**Task brief:** Look through the lines below for the word "rows", and copy every line that has it.

Stored items:
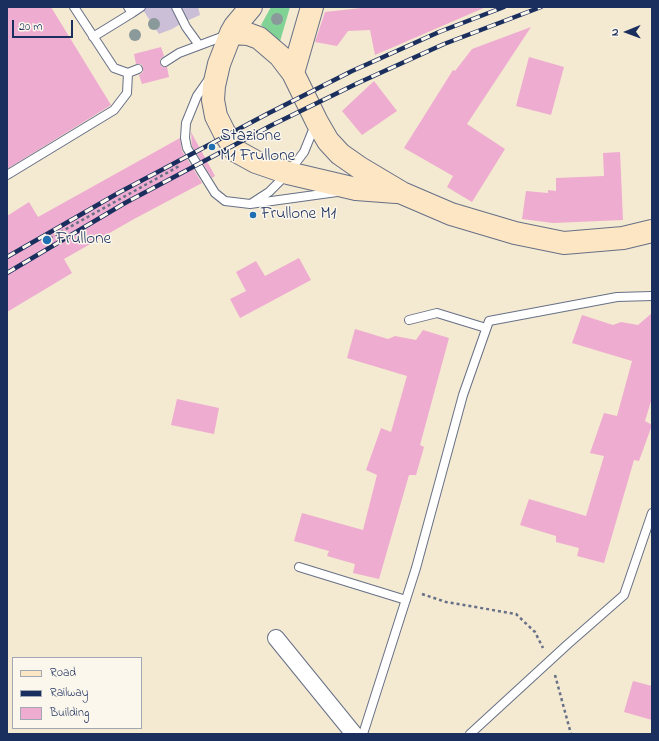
<!DOCTYPE html>
<style>
body{margin:0}
#map{position:relative;width:659px;height:741px;overflow:hidden;background:#f4e9d1;font-family:"Indie Flower",sans-serif}
canvas{display:block}
.frame{position:absolute;inset:0;border:8px solid #1b2f5e;pointer-events:none}
.legend{position:absolute;left:12px;top:657px;width:130px;height:72px;box-sizing:border-box;background:#fbf7ec;border:1px solid #a1a7b3;margin:0;padding:5px 7px;list-style:none;font-size:12px;color:#1b2f5e}
.legend li{display:flex;align-items:center;gap:8px;height:20px}
.legend b{width:20px;border:1px solid #a1a7b3}
.north{position:absolute;left:607px;top:12px;width:40px;height:40px;-webkit-text-stroke:3px #fbf7ec;paint-order:stroke;rotate:269deg;font-size:11px;font-weight:700;line-height:16px;text-align:center;color:#1b2f5e}
.north::after{content:'';display:block;margin:auto;width:14px;height:18px;background:#1b2f5e;clip-path:polygon(50% 0,100% 100%,50% 72%,0 100%)}
.scale{position:absolute;left:12px;top:20px;width:61px;height:18px;box-sizing:border-box;border:2px solid #1b2f5e;border-top:0;padding-left:5px;font-size:12px;line-height:14px;white-space:nowrap;color:#1b2f5e;-webkit-text-stroke:3px #fbf7ec;paint-order:stroke}
</style>
<div id="map">
<canvas width="659" height="741"></canvas>
<div class="frame"></div>
<ul class="legend">
<li><b style="height:5px;background:#fce6c4"></b>Road</li>
<li><b style="height:5px;background:#1b2f5e"></b>Railway</li>
<li><b style="height:11px;background:#eeacd0"></b>Building</li>
</ul>
<div class="north">N</div>
<div class="scale">20 m</div>
</div>
<script>
const g = document.querySelector('canvas').getContext('2d');
g.lineJoin = 'round';
function paint(path, color) {
  g.fillStyle = color;
  g.fill(path, 'evenodd');
}
function shape(rows) {
  const path = new Path2D();
  for (const r of rows) {
    path.moveTo(r[0], r[1]);
    for (let i = 2; i < r.length; i += 2) path.lineTo(r[i], r[i + 1]);
  }
  return path;
}
function trace(path, color, width, dash) {
  g.strokeStyle = color;
  g.lineWidth = width;
  g.lineCap = dash ? 'butt' : 'round';
  g.setLineDash(dash || []);
  g.stroke(path);
}
function write(font, color, halo, rows, align = 'center') {
  g.font = font + ' "Indie Flower",sans-serif';
  g.lineWidth = 3;
  g.setLineDash([]);
  g.textBaseline = 'middle';
  g.strokeStyle = halo;
  g.fillStyle = color;
  for (const [text, x, y, turn = 0] of rows) {
    g.save();
    g.translate(x, y);
    g.rotate((+turn || 0) * Math.PI / 180);
    g.textAlign = isNaN(turn) ? turn : align;
    if (halo) g.strokeText(text, 0, 0);
    g.fillText(text, 0, 0);
    g.restore();
  }
}
paint(shape([
 [141,7,198,7,200,15,184,22,172,29,159,34]
]), '#cabfd6');
paint(shape([
 [271,7,290,7,279,45,270,32,261,25]
]), '#80d395');
paint(shape([
 [7,7,51,7,111,105,7,169],
 [370,7,486,7,375,55,370,30,348,31,337,46,315,42,325,12],
 [531,27,467,124,505,149,472,202,447,187,453,176,404,148,453,70,455,71,472,49],
 [161,47,164,56,160,59,160,63,162,67,167,67,169,77,142,84,139,75,143,72,143,67,141,64,136,64,134,54],
 [529,57,564,67,551,115,516,106],
 [374,81,397,111,362,135,342,111],
 [191,132,215,176,212,178,192,146],
 [180,138,182,151,202,183,134,219,64,259,72,273,7,312,7,216,29,202,38,217],
 [620,152,623,220,553,223,522,219,526,191,548,193,548,190,556,191,556,178,604,176,603,153],
 [299,258,311,280,240,318,230,299,246,291,236,272,256,261,265,276],
 [652,313,652,398,645,421,652,425,639,461,634,460,604,563,577,556,579,548,556,542,556,536,520,525,529,499,586,516,604,456,590,453,604,413,617,416,632,361,572,343,582,315,613,325,621,322,638,325],
 [355,329,388,339,395,336,416,340,423,330,449,338,420,445,424,447,416,475,409,475,379,579,353,573,355,564,327,556,329,551,294,541,302,513,363,530,377,475,366,470,381,428,391,432,407,376,347,358],
 [177,399,219,408,214,434,171,425],
 [633,681,652,686,652,720,624,712]
]), '#eeacd0');
const lane = shape([
 [74,7,114,68,128,73,138,69],
 [176,7,186,27,199,45],
 [132,13,141,7],
 [93,37,132,13,128,7],
 [165,62,179,53,227,35],
 [209,79,197,96,186,123,185,138,187,148,215,193,225,201,250,204,337,192],
 [7,175,114,110,127,93,128,73],
 [252,203,269,192,288,173,304,152,315,125],
 [409,320,437,313,486,328],
 [299,567,406,600],
 [363,734,416,568,463,395,489,321,617,297,652,296],
 [470,734,568,644,624,595,652,513]
]);
const street = shape([
 [276,638,354,734]
]);
const secondary = shape([
 [251,7,235,26,231,33,219,64,214,86,213,100,216,116,224,132,236,151,256,162,288,173,356,189,396,192],
 [312,7,293,73,317,122,328,141,340,154,360,168,402,193,451,214,515,233,564,243,623,238,652,231],
 [231,33,248,34,259,38,280,56,293,73]
]);
trace(lane, '#677086', 10);
trace(street, '#677086', 18);
trace(secondary, '#677086', 24);
trace(shape([
 [50,238,181,165],
 [422,594,446,602,516,614,535,632,543,648],
 [555,675,571,734]
]), '#677086', 2.5, [3, 3]);
trace(lane, '#fff', 8);
trace(street, '#fff', 16);
trace(secondary, '#fce6c4', 22);
const rail = shape([
 [7,257,120,192,267,114,352,71,439,32,504,7],
 [7,273,125,203,272,125,358,83,444,44,541,7]
]);
trace(rail, '#1b2f5e', 4.5);
trace(rail, '#fbf7ec', 3, [9]);
g.fillStyle = '#8a9999';
for (const [x, y] of [
 [277,19],
 [154,24],
 [135,35]
]) {
  g.beginPath();
  g.arc(x, y, 6, 0, 2 * Math.PI);
  g.fill();
}
for (const [x, y, r, color] of [
 [212,147,4,"#1f6fb2"],
 [253,215,4,"#1f6fb2"],
 [47,240,5,"#1f6fb2"]
]) {
  const dot = new Path2D();
  dot.arc(x, y, r, 0, 2 * Math.PI);
  g.fillStyle = color;
  g.fill(dot);
  trace(dot, '#fbf7ec', 1.5);
}
write('17px', '#1b2f5e', '#fbf7ec', [
 ["Stazione",220,137],
 ["M1 Frullone",220,157],
 ["Frullone M1",261,215],
 ["Frullone",56,240]
], 'left');
</script>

**Response to this exercise:**
function shape(rows) {
  for (const r of rows) {
function write(font, color, halo, rows, align = 'center') {
  for (const [text, x, y, turn = 0] of rows) {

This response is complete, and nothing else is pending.